Related tags Statutory code Landlord

Peter Furness-Smith has criticised the Government's statutory code plans
Peter Furness-Smith has criticised the Government's statutory code plans
The managing director of McMullen’s has criticised the Government’s statutory code plans for “interfering” in the pubco/tenant relationship and heaping further burden on landlords.

Peter Furness-Smith was speaking on the back of a successful set of results for the Hertfordshire-based company, which saw like-for-like managed sales growth accelerate to 6.7% in the six months to the end of March 2014 after growing by 4.2% in the year to 28 September 2013.

The company has reported a 15% rise in profit before tax and exceptionals to £7.6m in the full year on turnover up 5.9% to £67.5m. Operating profit increased by 16.7% to £7.7m. Growth in the year was driven by pub acquisitions and like-for-like sales growth in the retail estate, the firm said.

It opened three new managed sites in the year: the Britannia and Baroosh both in Marlow and the Coach & Horses in Bishop’s Stortford.

The tenanted division had a “challenging year”, the company said, although barrelage was improved by the acquisition of the Kings Arms and Old Crown in central London.

Furness-Smith said the Government’s plans to introduce a statutory code into the tenanted model would add further complications.

Liability

He said: “We are disappointed that the Government has decided to press ahead and legislate to interfere with agreements made willingly between landlords and their tenants. The new statutory code is remarkable in that it is proposing to make landlords liable for business risks normally the responsibility of a tenant.

“For example in the event that the Government decides to increase business rates, regulatory costs, employment costs and general taxation such as duty and VAT (both have increased materially over the past decade) these operational trading risks will become the Landlords burden as these events are ‘outside the tenants’ control’.

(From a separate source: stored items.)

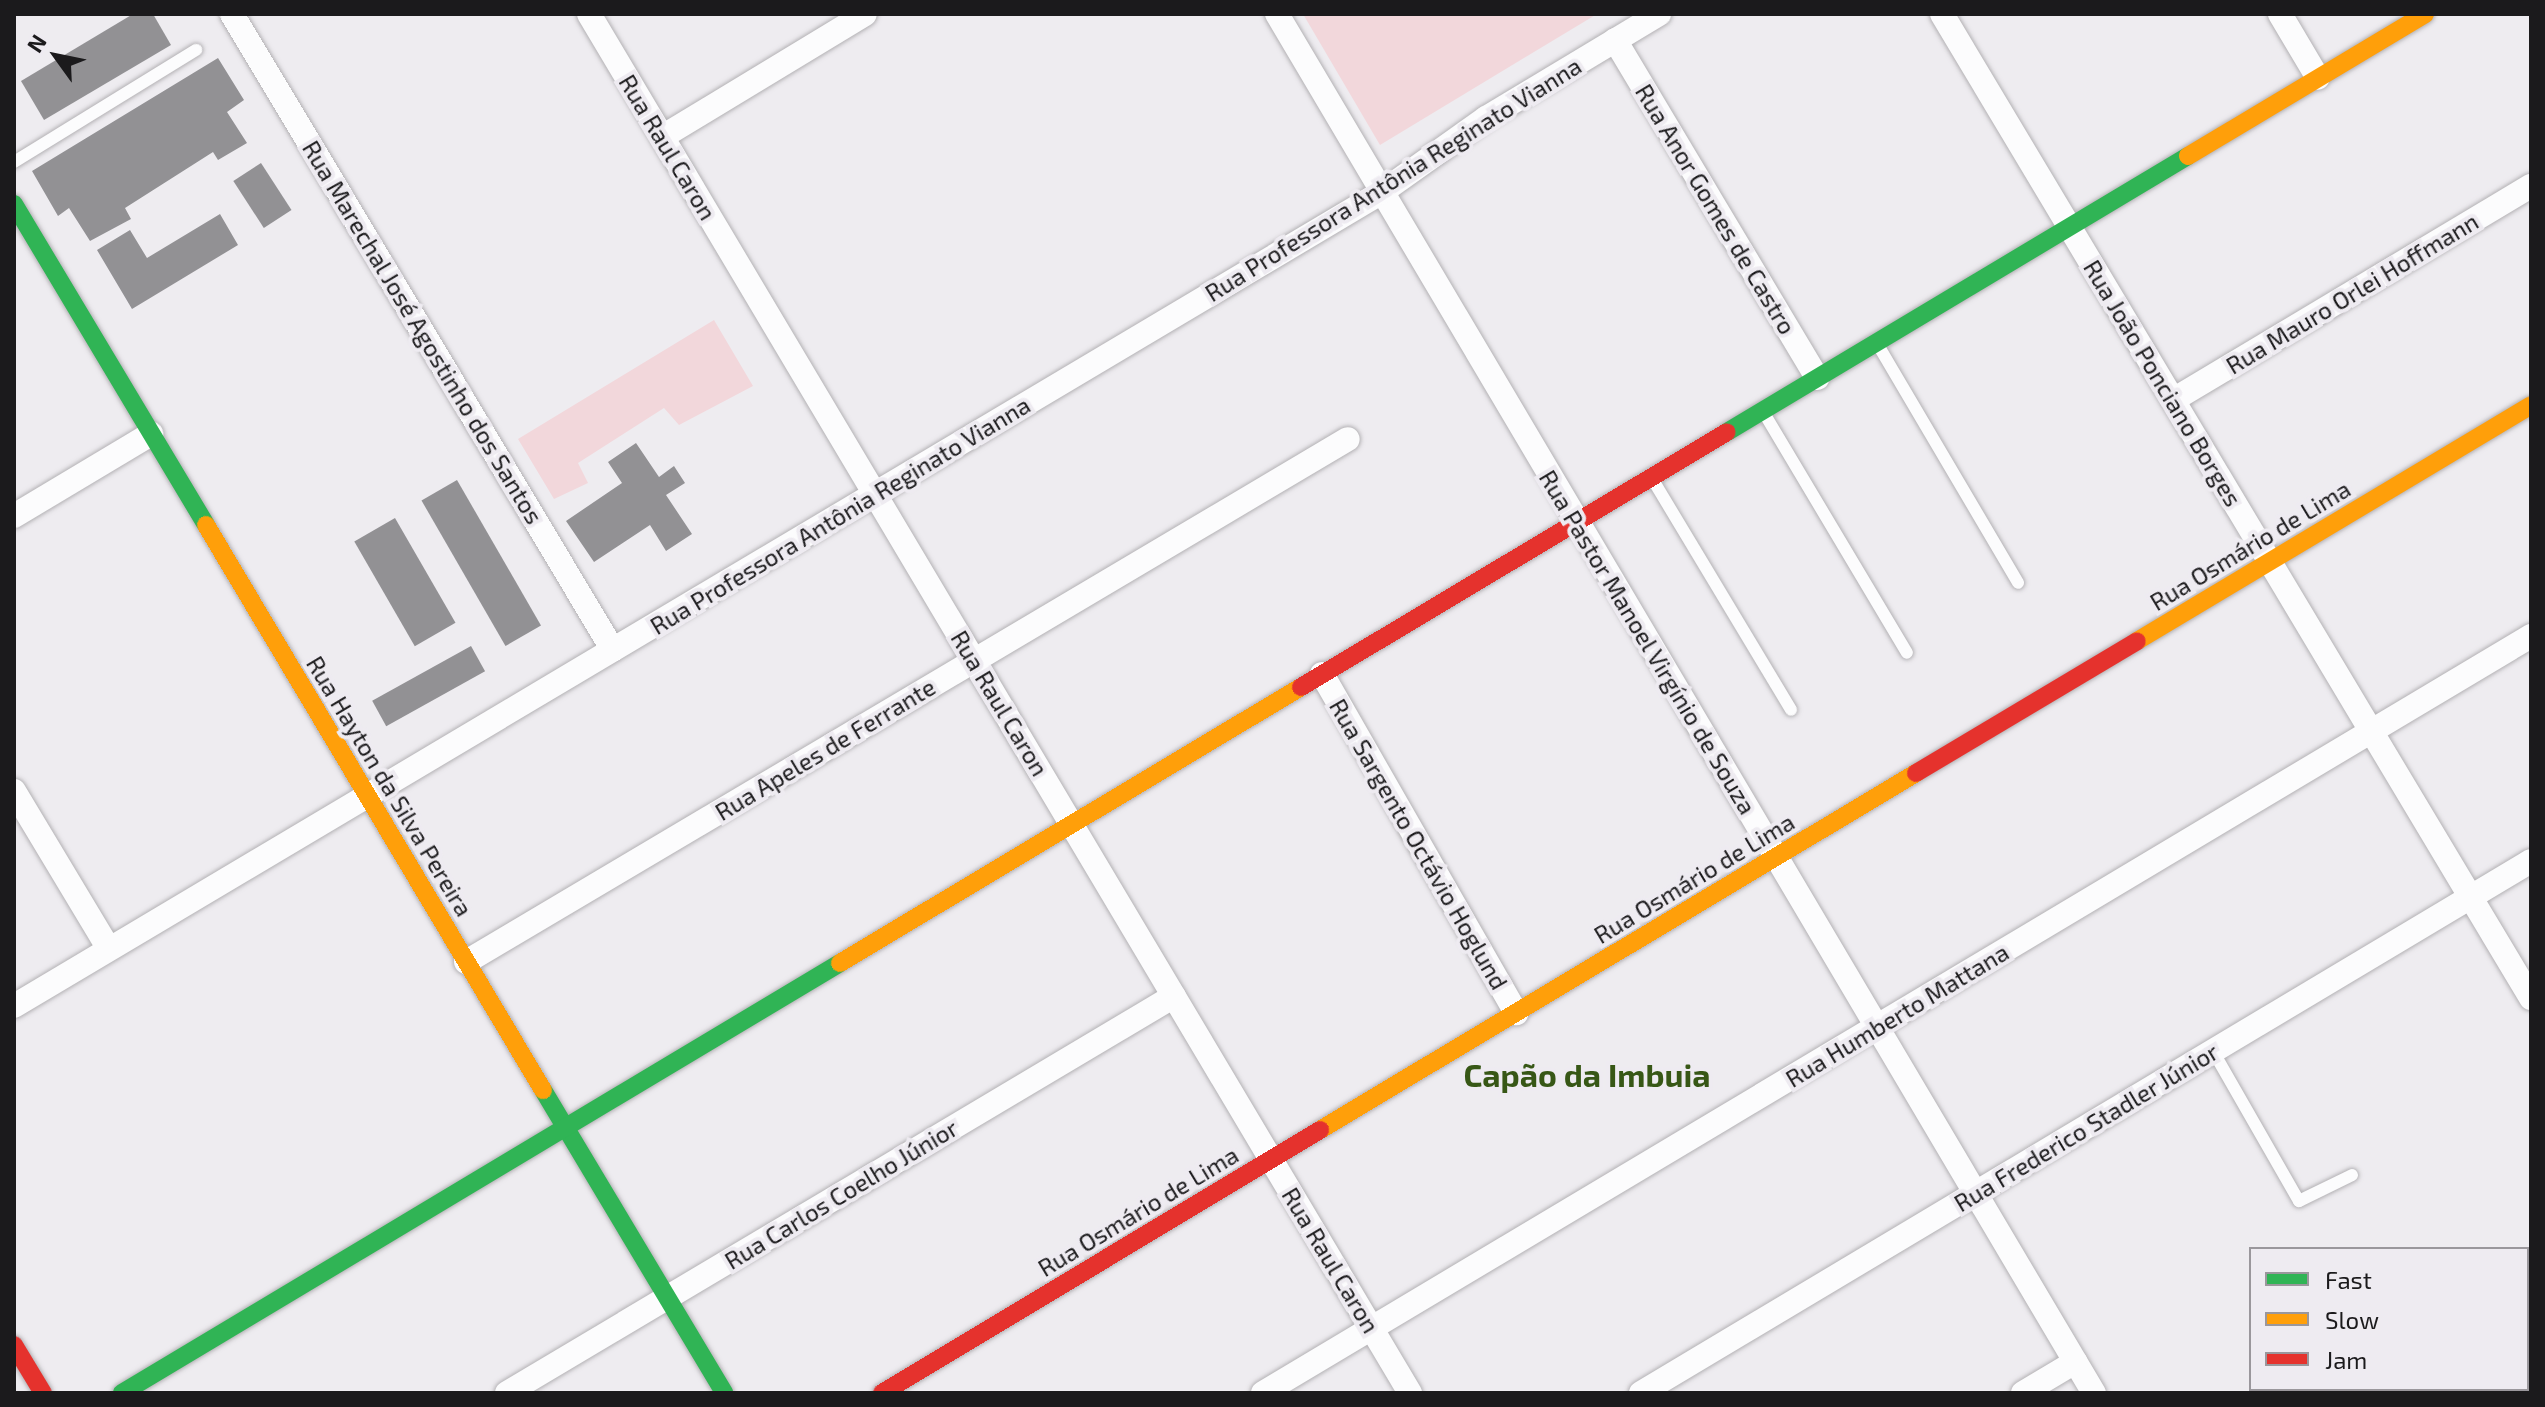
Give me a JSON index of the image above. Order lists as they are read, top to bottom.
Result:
{
  "streets": {
    "street": [
      "Rua Raul Caron",
      "Rua Professora Antônia Reginato Vianna",
      "Rua Anor Gomes de Castro",
      "Rua Mauro Orlei Hoffmann",
      "Rua Marechal José Agostinho dos Santos",
      "Rua João Ponciano Borges",
      "Rua Osmário de Lima",
      "Rua Pastor Manoel Virgínio de Souza",
      "Rua Apeles de Ferrante",
      "Rua Hayton da Silva Pereira",
      "Rua Sargento Octávio Hoglund",
      "Rua Humberto Mattana",
      "Rua Frederico Stadler Júnior",
      "Rua Carlos Coelho Júnior"
    ]
  },
  "crossings": [
    ["Rua Raul Caron", "Rua Professora Antônia Reginato Vianna"],
    ["Rua Raul Caron", "Rua Osmário de Lima"],
    ["Rua Raul Caron", "Rua Apeles de Ferrante"],
    ["Rua Raul Caron", "Rua Humberto Mattana"],
    ["Rua Raul Caron", "Rua Carlos Coelho Júnior"],
    ["Rua Professora Antônia Reginato Vianna", "Rua Anor Gomes de Castro"],
    ["Rua Professora Antônia Reginato Vianna", "Rua Marechal José Agostinho dos Santos"],
    ["Rua Professora Antônia Reginato Vianna", "Rua Pastor Manoel Virgínio de Souza"],
    ["Rua Professora Antônia Reginato Vianna", "Rua Hayton da Silva Pereira"],
    ["Rua Mauro Orlei Hoffmann", "Rua João Ponciano Borges"],
    ["Rua João Ponciano Borges", "Rua Osmário de Lima"],
    ["Rua João Ponciano Borges", "Rua Humberto Mattana"],
    ["Rua João Ponciano Borges", "Rua Frederico Stadler Júnior"],
    ["Rua Osmário de Lima", "Rua Pastor Manoel Virgínio de Souza"],
    ["Rua Osmário de Lima", "Rua Sargento Octávio Hoglund"],
    ["Rua Pastor Manoel Virgínio de Souza", "Rua Humberto Mattana"],
    ["Rua Pastor Manoel Virgínio de Souza", "Rua Frederico Stadler Júnior"],
    ["Rua Apeles de Ferrante", "Rua Hayton da Silva Pereira"],
    ["Rua Hayton da Silva Pereira", "Rua Carlos Coelho Júnior"]
  ],
  "districts": ["Capão da Imbuia"],
  "legend": ["Fast", "Slow", "Jam"],
  "north": "top left"
}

“Likewise if there is a spike in the wholesale gas market and the tenants costs go up the tenant will be able to negotiate his rent downwards and landlords will have to pay for these through the rent review mechanism. If that is not a big enough disincentive to invest in tenanted pubs, a future Secretary of State could easily introduce even more draconian measures without further legislation.

Investment question

“It raises the question as to why anyone would want to own and more importantly invest in tenanted pubs when operational risks are left with the Landlord and an ‘agreement’ can be overridden at the whim of a politician. Sadly those supporting interference into this market are missing the critical point that if they want more pubs to thrive they should focus their efforts on trying to reduce both the obscene levels of taxation and bureaucracy.

“We know in our own small community pubs that total rent (cash rent and tied wholesale profit) is almost insignificant compared with the cost of Government, including taxation which amounts to over 40% of gross sales! For this Government therefore to legislate so as to be able to override commercial agreements rather than reduce their pernicious levels of taxation simply demonstrates their failure to understand the real issues or the positive benefits of the tied pub model.

“Despite the reduction in duty a small community pub is still contributing to Government coffers around five times the pub’s profit! This is unsustainable and combined with this latest interference is a recipe for starving tenanted pubs of investment; investment that is needed to make them more relevant to consumers and thereby to give a lot of them a chance of becoming sustainable businesses.”